Except that last night my tooth cracked and a chunk fell out, and I discovered this morning an exposed nerve as I attempted to chew my breakfast. I resumed my search, ditching out on my classes again – and a one on one tutoring session, which I feel really bad about. A friend sent me a 1800-find-me-a-dentist number, which promised to find one. I told them my sob story, my insurance and everything. The guy was really nice, very sympathetic and patient. I gave him a list of towns between Bellingham (which by the way, is a stone’s throw from the Canadian boarder) to Olympia (2.5-3 hours away) to try. Every town I could list that was big enough to have  a dentist’s office. And no where – not one place would take my insurance. Not in Seattle. Not in Tacoma. Not in Olympia. Not in Kirkland, Renton, Redmond, Bellevue, Burlington, Mount Vernon, Everett – nowhere.

I want to give this a chance to sink in: There is not one place west of the Cascade Mountains between Olympia, Washington and the Canadian border – 150+ miles – is there a dentist office willing and able to take the low-income health insurance.

The problem with the health care reform is that it didn’t reform anything. It just made sure every one was insured – which is great in an emergency – the kind where a tree falls on you or you stick your hand in a toaster and fall in the bath tub. But for general health, for general check ups, for dental of any sort, for any non-life-threatening medical assistance you might need, the government allowed practices to chose whether or not they would accept this insurance, and they all opted not to. Well, there is an amendment to that statement: all the practices that were not sliding scale/walk-in/low-income opted out. Those that were already low-income became flooded and are at capacity and can’t take any more patients.

Does no one see how messed up this is???

The end to my story is that my mother found a place that took same-day dental emergencies in the next county south an a little ways east.
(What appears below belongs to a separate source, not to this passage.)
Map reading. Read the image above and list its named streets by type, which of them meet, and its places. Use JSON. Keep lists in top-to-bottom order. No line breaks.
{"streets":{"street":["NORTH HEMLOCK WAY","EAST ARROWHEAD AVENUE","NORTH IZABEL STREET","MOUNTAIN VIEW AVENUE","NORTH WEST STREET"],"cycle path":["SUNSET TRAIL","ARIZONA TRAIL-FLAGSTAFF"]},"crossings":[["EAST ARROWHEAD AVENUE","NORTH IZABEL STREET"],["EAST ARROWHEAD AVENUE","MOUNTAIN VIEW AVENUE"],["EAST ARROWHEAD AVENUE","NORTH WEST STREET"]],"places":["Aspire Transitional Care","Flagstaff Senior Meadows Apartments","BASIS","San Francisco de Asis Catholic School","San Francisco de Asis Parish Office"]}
I’ve been to the hospital there when my ex ran into something and his eye started bleeding (turned out it was just his eye lid, but all I could see was his hand covering it and blood between his fingers) – and I was very unimpressed – and thus was not thrilled to be going to the same location for dental. However, I got in quickly, and they were lovely lovely people, and they’re willing to take my tooth out and gave me a prescription for pain killers and antibiotics. Of course, I had to pay in cash, which my mom helped me out with (Thank’s Mom!). The pain killers helped immensely and I will be one tooth less come Wednesday – right before Thanksgiving.

Get your wisdom teeth out. Get insured. And if you can, go to Canada, Mexico – really anywhere that’s not the US if you want any chance at affordable healthcare.